*** Data extracts ***

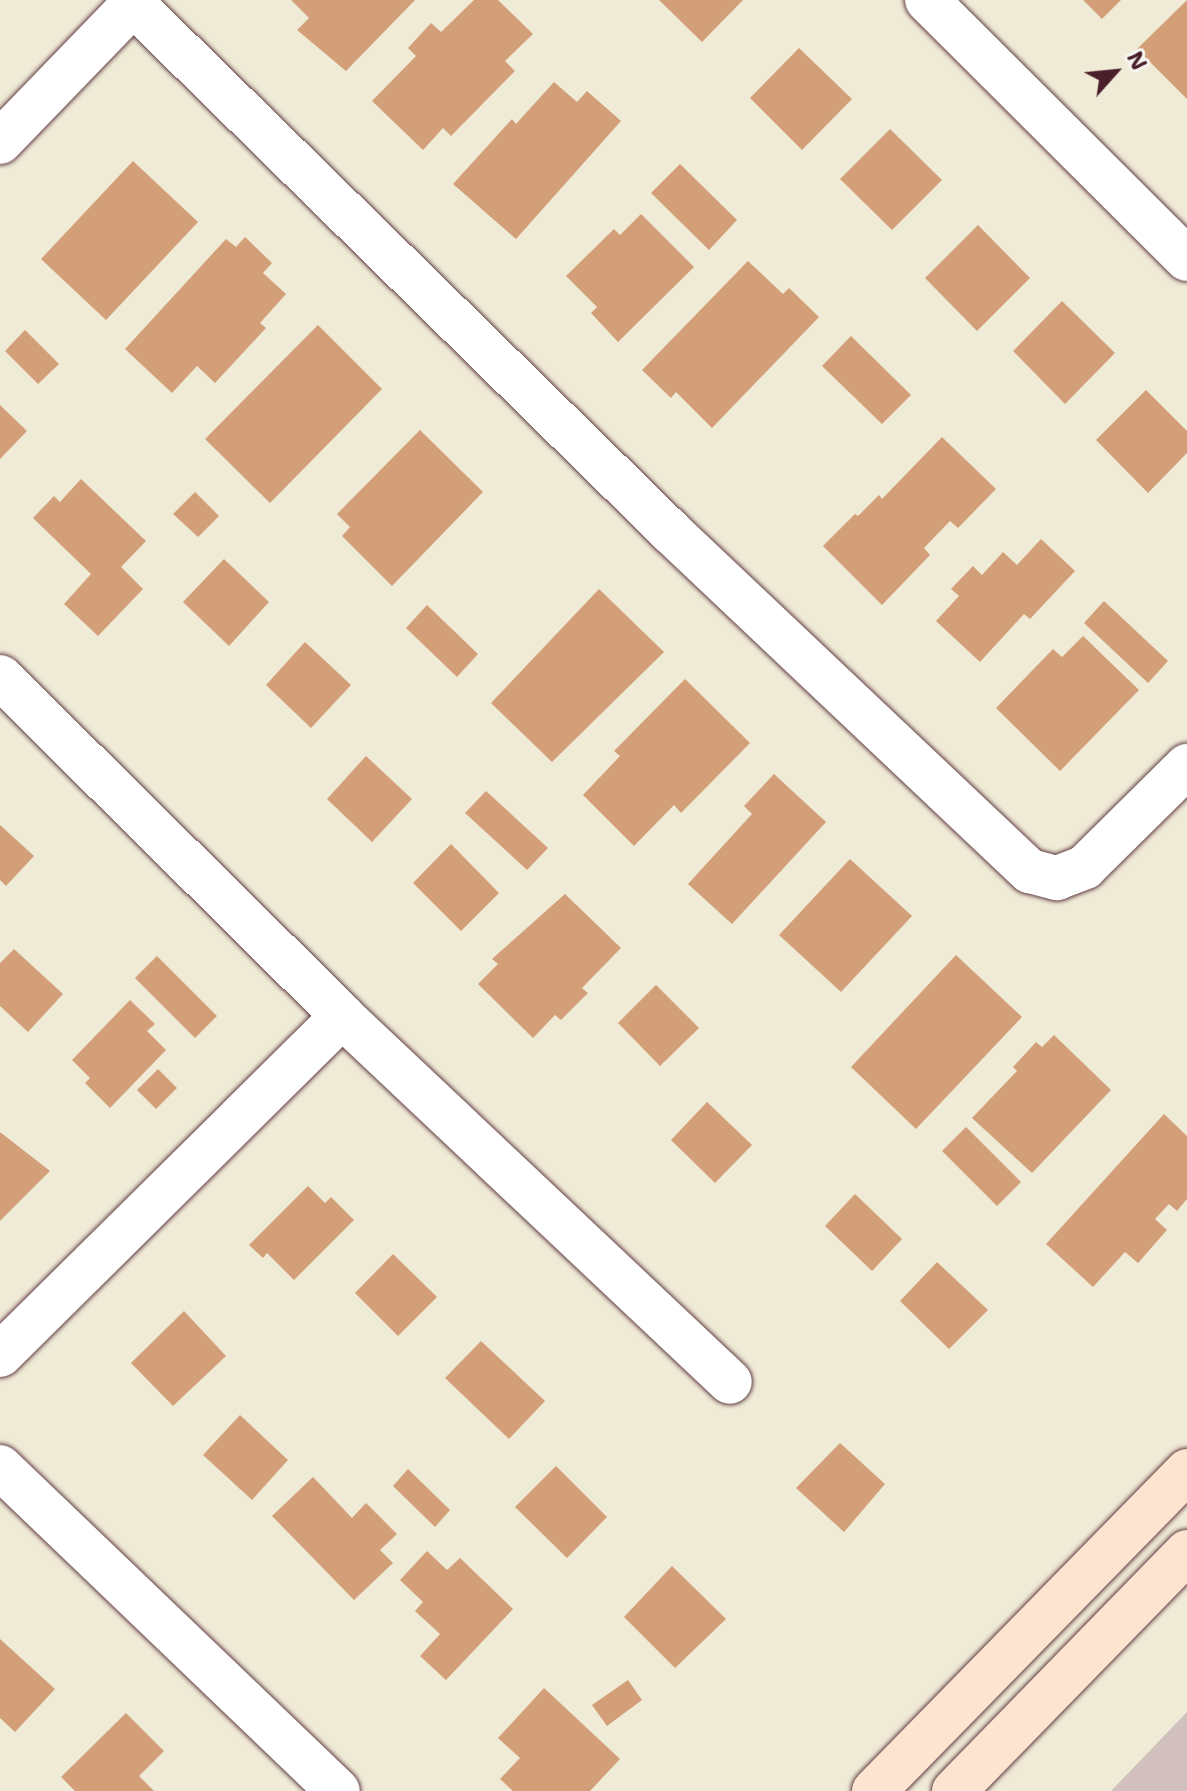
<!DOCTYPE html>
<style>
body{margin:0}
#map{position:relative;width:1187px;height:1791px;overflow:hidden;background:#f0ebd7;font-family:"Shantell Sans",sans-serif}
div>[style]{position:absolute}
.industrial>*{inset:0;background:#d1c0bd}
.building>*{inset:0;background:#d39f78}
.roads{filter:drop-shadow(0 0 2px #633e45) drop-shadow(0 0 2px #633e45)}
.minor>*{height:44px;margin:-22px;padding:0 22px;transform-origin:22px;border-radius:22px;background:#fff}
.secondary>*{height:44px;margin:-22px;padding:0 22px;transform-origin:22px;border-radius:22px;background:#fde4d1}
span{translate:-50% -50%;white-space:nowrap;text-align:center;line-height:1.15;-webkit-text-stroke:8px #f6f6f2;paint-order:stroke}
.north{position:absolute;left:1075px;top:32px;width:80px;height:80px;-webkit-text-stroke:6px #f6f6f2;paint-order:stroke;rotate:63deg;font-size:22px;font-weight:700;line-height:32px;text-align:center;color:#4a1f2b}
.north::after{content:'';display:block;margin:auto;width:28px;height:36px;background:#4a1f2b;clip-path:polygon(50% 0,100% 100%,50% 72%,0 100%)}
</style>
<div id="map">
<div class="industrial">
<i style="clip-path:polygon(1187px 1712px,1187px 1791px,1111px 1791px)"></i>
</div>
<div class="building">
<i style="clip-path:polygon(291px 0,415px 0,346px 71px,297px 30px,309px 18px)"></i>
<i style="clip-path:polygon(474px 0,498px 0,533px 34px,505px 61px,515px 71px,451px 136px,443px 128px,423px 150px,372px 101px,416px 56px,408px 48px,431px 23px,441px 32px)"></i>
<i style="clip-path:polygon(659px 0,743px 0,702px 42px)"></i>
<i style="clip-path:polygon(1083px 0,1121px 0,1102px 19px)"></i>
<i style="clip-path:polygon(1187px 0,1187px 99px,1137px 49px)"></i>
<i style="clip-path:polygon(799px 48px,852px 99px,802px 150px,750px 98px)"></i>
<i style="clip-path:polygon(554px 82px,577px 102px,587px 91px,621px 121px,516px 239px,453px 184px,512px 119px,516px 124px)"></i>
<i style="clip-path:polygon(890px 129px,942px 180px,892px 230px,840px 179px)"></i>
<i style="clip-path:polygon(133px 161px,198px 222px,106px 320px,41px 259px)"></i>
<i style="clip-path:polygon(680px 164px,737px 220px,709px 250px,651px 193px)"></i>
<i style="clip-path:polygon(641px 214px,694px 267px,618px 342px,591px 313px,597px 307px,566px 276px,614px 229px,620px 235px)"></i>
<i style="clip-path:polygon(978px 225px,1030px 278px,977px 331px,925px 278px)"></i>
<i style="clip-path:polygon(245px 237px,272px 263px,263px 273px,286px 294px,260px 323px,266px 328px,215px 383px,197px 366px,172px 393px,125px 349px,226px 239px,236px 247px)"></i>
<i style="clip-path:polygon(748px 261px,783px 294px,789px 288px,819px 317px,712px 428px,676px 392px,671px 398px,642px 370px)"></i>
<i style="clip-path:polygon(1062px 301px,1115px 353px,1065px 404px,1013px 351px)"></i>
<i style="clip-path:polygon(318px 325px,382px 389px,270px 503px,205px 439px)"></i>
<i style="clip-path:polygon(25px 330px,59px 364px,38px 384px,5px 351px)"></i>
<i style="clip-path:polygon(851px 336px,911px 395px,882px 424px,822px 366px)"></i>
<i style="clip-path:polygon(1146px 390px,1187px 431px,1187px 453px,1148px 493px,1096px 440px)"></i>
<i style="clip-path:polygon(0 405px,27px 431px,0 459px)"></i>
<i style="clip-path:polygon(420px 430px,483px 492px,392px 586px,342px 536px,350px 527px,337px 514px)"></i>
<i style="clip-path:polygon(942px 437px,996px 489px,958px 528px,950px 521px,924px 548px,930px 555px,882px 605px,823px 546px,855px 514px,858px 516px,879px 495px,882px 499px)"></i>
<i style="clip-path:polygon(81px 479px,146px 541px,121px 567px,143px 589px,98px 636px,64px 604px,91px 574px,33px 518px,54px 496px,60px 502px)"></i>
<i style="clip-path:polygon(195px 492px,219px 516px,198px 537px,173px 514px)"></i>
<i style="clip-path:polygon(1041px 539px,1075px 571px,1030px 619px,1024px 614px,980px 662px,936px 621px,959px 596px,951px 589px,973px 566px,982px 575px,1003px 552px,1017px 565px)"></i>
<i style="clip-path:polygon(224px 559px,269px 602px,229px 646px,183px 602px)"></i>
<i style="clip-path:polygon(599px 589px,664px 652px,552px 762px,491px 703px)"></i>
<i style="clip-path:polygon(1104px 601px,1168px 661px,1148px 683px,1084px 623px)"></i>
<i style="clip-path:polygon(427px 605px,478px 654px,457px 677px,406px 628px)"></i>
<i style="clip-path:polygon(1083px 636px,1139px 690px,1060px 771px,996px 708px,1053px 649px,1062px 657px)"></i>
<i style="clip-path:polygon(305px 642px,351px 685px,311px 728px,266px 685px)"></i>
<i style="clip-path:polygon(685px 679px,750px 743px,681px 813px,674px 805px,634px 846px,583px 795px,620px 756px,614px 751px)"></i>
<i style="clip-path:polygon(366px 756px,412px 799px,372px 842px,327px 799px)"></i>
<i style="clip-path:polygon(774px 774px,826px 822px,732px 924px,688px 884px,752px 814px,744px 806px)"></i>
<i style="clip-path:polygon(486px 791px,548px 848px,527px 870px,465px 813px)"></i>
<i style="clip-path:polygon(0 825px,34px 856px,6px 886px,0 880px)"></i>
<i style="clip-path:polygon(451px 844px,499px 893px,461px 931px,413px 883px)"></i>
<i style="clip-path:polygon(850px 859px,912px 916px,841px 992px,779px 935px)"></i>
<i style="clip-path:polygon(565px 894px,621px 948px,582px 988px,588px 993px,561px 1020px,555px 1015px,533px 1038px,478px 984px,498px 964px,492px 959px)"></i>
<i style="clip-path:polygon(14px 949px,63px 994px,28px 1032px,0 1006px,0 963px)"></i>
<i style="clip-path:polygon(956px 955px,1022px 1017px,916px 1129px,851px 1067px)"></i>
<i style="clip-path:polygon(157px 956px,217px 1016px,195px 1038px,135px 978px)"></i>
<i style="clip-path:polygon(656px 985px,699px 1028px,660px 1066px,618px 1023px)"></i>
<i style="clip-path:polygon(130px 1000px,155px 1024px,147px 1031px,166px 1050px,110px 1108px,85px 1083px,90px 1078px,72px 1060px)"></i>
<i style="clip-path:polygon(1054px 1035px,1111px 1090px,1032px 1173px,972px 1118px,1017px 1071px,1013px 1067px,1036px 1042px,1042px 1047px)"></i>
<i style="clip-path:polygon(158px 1069px,177px 1088px,156px 1109px,137px 1090px)"></i>
<i style="clip-path:polygon(707px 1102px,752px 1145px,715px 1183px,671px 1140px)"></i>
<i style="clip-path:polygon(1164px 1114px,1187px 1136px,1187px 1199px,1177px 1211px,1169px 1204px,1155px 1219px,1167px 1230px,1138px 1263px,1125px 1252px,1093px 1287px,1046px 1244px)"></i>
<i style="clip-path:polygon(966px 1127px,1021px 1182px,997px 1206px,942px 1151px)"></i>
<i style="clip-path:polygon(0 1132px,50px 1171px,0 1221px)"></i>
<i style="clip-path:polygon(308px 1186px,325px 1203px,331px 1197px,354px 1220px,294px 1280px,267px 1253px,263px 1258px,249px 1245px)"></i>
<i style="clip-path:polygon(855px 1194px,902px 1239px,872px 1271px,825px 1226px)"></i>
<i style="clip-path:polygon(393px 1254px,437px 1297px,398px 1336px,355px 1293px)"></i>
<i style="clip-path:polygon(937px 1262px,988px 1310px,949px 1349px,900px 1301px)"></i>
<i style="clip-path:polygon(184px 1311px,226px 1356px,173px 1406px,131px 1363px)"></i>
<i style="clip-path:polygon(481px 1341px,545px 1401px,509px 1439px,445px 1378px)"></i>
<i style="clip-path:polygon(240px 1415px,288px 1460px,252px 1500px,203px 1455px)"></i>
<i style="clip-path:polygon(840px 1443px,885px 1484px,844px 1532px,796px 1488px)"></i>
<i style="clip-path:polygon(556px 1466px,607px 1517px,567px 1558px,515px 1507px)"></i>
<i style="clip-path:polygon(408px 1469px,450px 1510px,435px 1527px,393px 1486px)"></i>
<i style="clip-path:polygon(313px 1477px,352px 1518px,366px 1503px,397px 1534px,380px 1550px,393px 1563px,354px 1600px,272px 1516px)"></i>
<i style="clip-path:polygon(427px 1551px,447px 1570px,460px 1558px,513px 1609px,446px 1680px,420px 1656px,440px 1634px,415px 1611px,423px 1602px,400px 1580px)"></i>
<i style="clip-path:polygon(672px 1566px,726px 1619px,675px 1668px,624px 1617px)"></i>
<i style="clip-path:polygon(0 1639px,55px 1689px,15px 1732px,0 1718px)"></i>
<i style="clip-path:polygon(628px 1680px,642px 1700px,607px 1726px,592px 1705px)"></i>
<i style="clip-path:polygon(544px 1688px,620px 1759px,590px 1791px,513px 1791px,500px 1779px,520px 1758px,498px 1738px)"></i>
<i style="clip-path:polygon(126px 1713px,164px 1751px,139px 1776px,154px 1791px,75px 1791px,61px 1777px)"></i>
</div>
<div class="roads">
<div class="minor">
<i style="left:927px;top:0;width:367px;rotate:44.9deg"></i>
<i style="left:133px;top:4px;width:754px;rotate:44.46deg"></i>
<i style="left:671px;top:532px;width:494px;rotate:43.4deg"></i>
<i style="left:1030px;top:871px;width:28px;rotate:15deg"></i>
<i style="left:1057px;top:878px;width:30px;rotate:-21deg"></i>
<i style="left:1085px;top:867px;width:144px;rotate:-44.7deg"></i>
<i style="left:0;top:142px;width:197px;rotate:-46deg"></i>
<i style="left:0;top:677px;width:482px;rotate:44.7deg"></i>
<i style="left:342px;top:1016px;width:533px;rotate:43.33deg"></i>
<i style="left:0;top:1355px;width:482px;rotate:-44.7deg"></i>
<i style="left:0;top:1467px;width:468px;rotate:43.8deg"></i>
</div>
<div class="secondary">
<i style="left:874px;top:1791px;width:448px;rotate:-45.6deg"></i>
<i style="left:954px;top:1791px;width:334px;rotate:-45.7deg"></i>
</div>
</div>
<div class="north">N</div>
</div>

*** End of Data extracts ***

Task prompt →
Across the data, count every line where the string "border" turns up, then write only that count.

Output below →
2